Another man I have met recently was telling me about a certain injustice that he witnessed. It was obviously a huge source of frustration, and I initially thought that it had just happened. Not so. The situation had unfolded months before, but the way he told the story, it sounded like yesterday.

Have you ever heard the saying

“A sad story should never be retold.”

I wonder what would happen if we changed the way we tell stories to others? What if we made a pact with ourselves to allow one week to retell a negative story and after that to never speak of it again? During that week, we could go hoarse retelling it, but after that, we had to bite our lip and tell a neutral (factual) or happy story instead. There would be no limit in how long or how many times you could retell a purely* happy story.

Want to join me in this experiment? Clearly, if you have a very serious skeleton, you will probably need more than a week to process it properly, in particular if you are in counseling about it. But for smaller, everyday stuff, or negative stories not directly involving us, that story would have to die — or change drastically — after a week. If you can convert it into a happy story, then keep it rolling!

*For the no-ending clause to apply, the story must have no villains, no victims, and be completely free of sarcasm/cynicism. 🙂

The Uncertainty Principle

I was thinking lately about the Uncertainty Principle. It is a concept in physics, and before you tune me out because that word (physics) scares you, let me explain. It’s a very simple idea.

The Uncertainty Principle says that you can’t know everything about a particle, and I am going to make the analogy that you can’t know everything about a situation. If it happened to you — and I’m thinking of skeletons here — then you know a lot of the details, facts, feelings, etc. But you may never know why that painful thing happened to you. On the other hand, you may have a very good idea why a situation unfolded, and in that case, you won’t know very much about the details of the outcome. You may think you know, but you don’t.
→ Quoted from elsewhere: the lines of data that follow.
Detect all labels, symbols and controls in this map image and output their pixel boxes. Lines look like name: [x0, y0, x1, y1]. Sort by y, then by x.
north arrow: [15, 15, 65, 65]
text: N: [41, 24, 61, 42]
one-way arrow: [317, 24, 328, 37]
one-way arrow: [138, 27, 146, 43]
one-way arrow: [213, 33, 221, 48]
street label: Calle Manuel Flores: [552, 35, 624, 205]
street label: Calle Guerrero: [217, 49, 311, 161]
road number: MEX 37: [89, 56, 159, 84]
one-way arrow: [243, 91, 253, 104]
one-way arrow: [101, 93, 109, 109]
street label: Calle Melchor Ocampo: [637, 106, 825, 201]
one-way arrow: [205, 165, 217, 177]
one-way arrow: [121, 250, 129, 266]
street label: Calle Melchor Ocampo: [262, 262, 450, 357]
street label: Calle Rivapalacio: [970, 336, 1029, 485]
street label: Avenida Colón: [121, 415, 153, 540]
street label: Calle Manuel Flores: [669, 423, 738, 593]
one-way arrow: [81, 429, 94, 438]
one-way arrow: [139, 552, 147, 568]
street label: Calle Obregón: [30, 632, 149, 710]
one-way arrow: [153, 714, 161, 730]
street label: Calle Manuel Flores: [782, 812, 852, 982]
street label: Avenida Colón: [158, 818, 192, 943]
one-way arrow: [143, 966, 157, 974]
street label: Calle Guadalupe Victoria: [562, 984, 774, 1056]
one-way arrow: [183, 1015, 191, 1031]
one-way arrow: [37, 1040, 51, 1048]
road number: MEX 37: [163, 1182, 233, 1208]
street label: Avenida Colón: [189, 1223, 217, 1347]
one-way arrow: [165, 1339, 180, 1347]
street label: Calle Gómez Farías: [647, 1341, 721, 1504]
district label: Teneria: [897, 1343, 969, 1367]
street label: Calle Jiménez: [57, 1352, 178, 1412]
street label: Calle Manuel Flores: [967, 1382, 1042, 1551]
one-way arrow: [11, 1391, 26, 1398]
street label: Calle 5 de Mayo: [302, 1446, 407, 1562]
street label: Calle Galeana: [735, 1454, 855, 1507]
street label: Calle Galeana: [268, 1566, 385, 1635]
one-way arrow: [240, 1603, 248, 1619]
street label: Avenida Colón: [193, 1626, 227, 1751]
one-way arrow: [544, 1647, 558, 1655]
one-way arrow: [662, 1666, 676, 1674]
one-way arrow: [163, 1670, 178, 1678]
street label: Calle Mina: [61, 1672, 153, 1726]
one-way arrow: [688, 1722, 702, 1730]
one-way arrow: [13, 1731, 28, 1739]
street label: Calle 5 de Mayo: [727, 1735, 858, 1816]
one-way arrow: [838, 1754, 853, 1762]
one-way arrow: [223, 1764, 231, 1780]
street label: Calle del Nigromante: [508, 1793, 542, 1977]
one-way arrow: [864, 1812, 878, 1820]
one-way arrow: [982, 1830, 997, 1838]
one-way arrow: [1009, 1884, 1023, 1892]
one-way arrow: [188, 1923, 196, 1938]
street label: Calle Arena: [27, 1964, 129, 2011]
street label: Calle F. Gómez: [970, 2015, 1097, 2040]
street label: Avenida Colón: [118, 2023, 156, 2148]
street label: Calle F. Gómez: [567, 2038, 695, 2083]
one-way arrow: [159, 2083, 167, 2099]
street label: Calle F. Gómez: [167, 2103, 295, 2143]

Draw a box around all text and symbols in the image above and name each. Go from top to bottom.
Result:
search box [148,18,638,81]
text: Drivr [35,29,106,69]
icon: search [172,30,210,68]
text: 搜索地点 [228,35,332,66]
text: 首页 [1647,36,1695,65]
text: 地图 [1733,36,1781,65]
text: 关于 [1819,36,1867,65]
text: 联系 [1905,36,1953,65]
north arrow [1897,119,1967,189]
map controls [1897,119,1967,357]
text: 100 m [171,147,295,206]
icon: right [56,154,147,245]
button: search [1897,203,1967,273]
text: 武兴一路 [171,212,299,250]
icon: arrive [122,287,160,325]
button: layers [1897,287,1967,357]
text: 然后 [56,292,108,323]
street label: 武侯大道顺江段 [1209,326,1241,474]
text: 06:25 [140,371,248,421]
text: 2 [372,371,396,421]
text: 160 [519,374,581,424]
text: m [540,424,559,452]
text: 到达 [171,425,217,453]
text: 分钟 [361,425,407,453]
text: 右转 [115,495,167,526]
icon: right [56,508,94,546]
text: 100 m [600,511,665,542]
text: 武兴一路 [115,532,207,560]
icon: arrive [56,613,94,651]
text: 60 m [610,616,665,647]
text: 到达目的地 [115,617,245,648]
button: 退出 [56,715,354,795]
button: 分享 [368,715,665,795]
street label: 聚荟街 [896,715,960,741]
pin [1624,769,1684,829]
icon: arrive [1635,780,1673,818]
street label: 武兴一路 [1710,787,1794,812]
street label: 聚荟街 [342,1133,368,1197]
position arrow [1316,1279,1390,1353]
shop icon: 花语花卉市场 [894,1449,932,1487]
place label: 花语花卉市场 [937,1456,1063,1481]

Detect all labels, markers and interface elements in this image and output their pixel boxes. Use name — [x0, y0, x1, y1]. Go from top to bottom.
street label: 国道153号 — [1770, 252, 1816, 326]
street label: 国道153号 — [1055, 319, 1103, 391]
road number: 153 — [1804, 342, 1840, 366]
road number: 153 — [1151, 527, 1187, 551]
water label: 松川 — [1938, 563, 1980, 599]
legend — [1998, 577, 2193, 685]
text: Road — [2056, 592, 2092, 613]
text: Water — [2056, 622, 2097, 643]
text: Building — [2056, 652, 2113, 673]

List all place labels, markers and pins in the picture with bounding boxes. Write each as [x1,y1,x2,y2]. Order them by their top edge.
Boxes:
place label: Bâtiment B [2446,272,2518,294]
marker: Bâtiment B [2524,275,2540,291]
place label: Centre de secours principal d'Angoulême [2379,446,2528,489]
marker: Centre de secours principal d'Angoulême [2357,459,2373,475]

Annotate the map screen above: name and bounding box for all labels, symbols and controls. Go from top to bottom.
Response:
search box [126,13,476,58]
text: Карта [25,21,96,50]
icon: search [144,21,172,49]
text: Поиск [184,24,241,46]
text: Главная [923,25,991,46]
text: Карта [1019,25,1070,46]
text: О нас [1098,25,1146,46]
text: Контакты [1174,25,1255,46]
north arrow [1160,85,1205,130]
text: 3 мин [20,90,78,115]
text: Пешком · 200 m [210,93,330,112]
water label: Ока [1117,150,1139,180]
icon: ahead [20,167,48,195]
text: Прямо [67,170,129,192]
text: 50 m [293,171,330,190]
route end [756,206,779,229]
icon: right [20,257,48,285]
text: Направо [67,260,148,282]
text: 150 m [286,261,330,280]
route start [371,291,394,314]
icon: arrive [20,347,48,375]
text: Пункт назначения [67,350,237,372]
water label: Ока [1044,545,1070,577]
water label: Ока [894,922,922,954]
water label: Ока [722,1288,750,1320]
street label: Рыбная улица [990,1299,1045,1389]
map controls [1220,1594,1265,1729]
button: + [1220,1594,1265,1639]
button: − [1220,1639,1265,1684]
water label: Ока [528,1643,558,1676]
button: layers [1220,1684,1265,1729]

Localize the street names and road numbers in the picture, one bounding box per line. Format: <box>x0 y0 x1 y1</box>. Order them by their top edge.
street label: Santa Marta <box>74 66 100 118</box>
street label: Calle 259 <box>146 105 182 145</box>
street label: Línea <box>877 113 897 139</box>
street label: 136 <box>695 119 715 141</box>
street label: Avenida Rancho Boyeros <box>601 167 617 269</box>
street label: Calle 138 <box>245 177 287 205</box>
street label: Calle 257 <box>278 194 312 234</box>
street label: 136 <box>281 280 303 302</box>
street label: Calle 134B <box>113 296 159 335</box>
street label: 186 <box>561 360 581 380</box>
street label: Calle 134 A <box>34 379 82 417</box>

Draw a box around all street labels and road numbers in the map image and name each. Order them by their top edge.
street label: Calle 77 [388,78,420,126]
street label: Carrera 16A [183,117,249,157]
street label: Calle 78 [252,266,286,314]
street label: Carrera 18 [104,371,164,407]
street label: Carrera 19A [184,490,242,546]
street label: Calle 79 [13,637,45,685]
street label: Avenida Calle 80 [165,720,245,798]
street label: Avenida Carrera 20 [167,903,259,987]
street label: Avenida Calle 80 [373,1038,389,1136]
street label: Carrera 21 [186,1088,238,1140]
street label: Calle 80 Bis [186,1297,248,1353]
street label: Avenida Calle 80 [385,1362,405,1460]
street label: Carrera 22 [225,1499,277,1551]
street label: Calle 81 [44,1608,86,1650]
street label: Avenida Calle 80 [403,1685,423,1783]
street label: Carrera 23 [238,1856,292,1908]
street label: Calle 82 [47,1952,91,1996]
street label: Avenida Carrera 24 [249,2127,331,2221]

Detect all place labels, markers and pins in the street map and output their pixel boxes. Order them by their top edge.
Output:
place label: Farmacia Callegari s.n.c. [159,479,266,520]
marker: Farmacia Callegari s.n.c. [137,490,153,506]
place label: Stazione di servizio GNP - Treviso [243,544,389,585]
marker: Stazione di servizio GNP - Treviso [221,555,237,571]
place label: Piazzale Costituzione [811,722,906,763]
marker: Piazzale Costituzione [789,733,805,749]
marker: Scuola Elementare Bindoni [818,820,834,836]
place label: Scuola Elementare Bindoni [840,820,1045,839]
I share this because I hope it will help you come to peace with things in your past and help you to stop searching for “why.” You simply may never know why. You may spend a great deal of energy looking for the reason why, but it is like banging your head against the glass — it will not get you anywhere. It is more helpful to change the story that you are telling yourself about the situation, to reframe it into something that has a more positive spin and acknowledges that you have had many positive experiences as a result of that particular skeleton in your closet. That helps you dissolve any shame and release resentment — how can you resent something that was ultimately for your good? How you talk to yourself is very important (that’s why I have Tell Yourself This affirmations at the end of each chapter in my book). How you center yourself is very important.

So, accept that there are things that you don’t know, can’t know, and will never know. And that’s okay. We were never meant to be omnipotent. We were meant to live in the moment and wherever there is loveliness, beauty or joy, to experience it fully, deeply, and without reservation.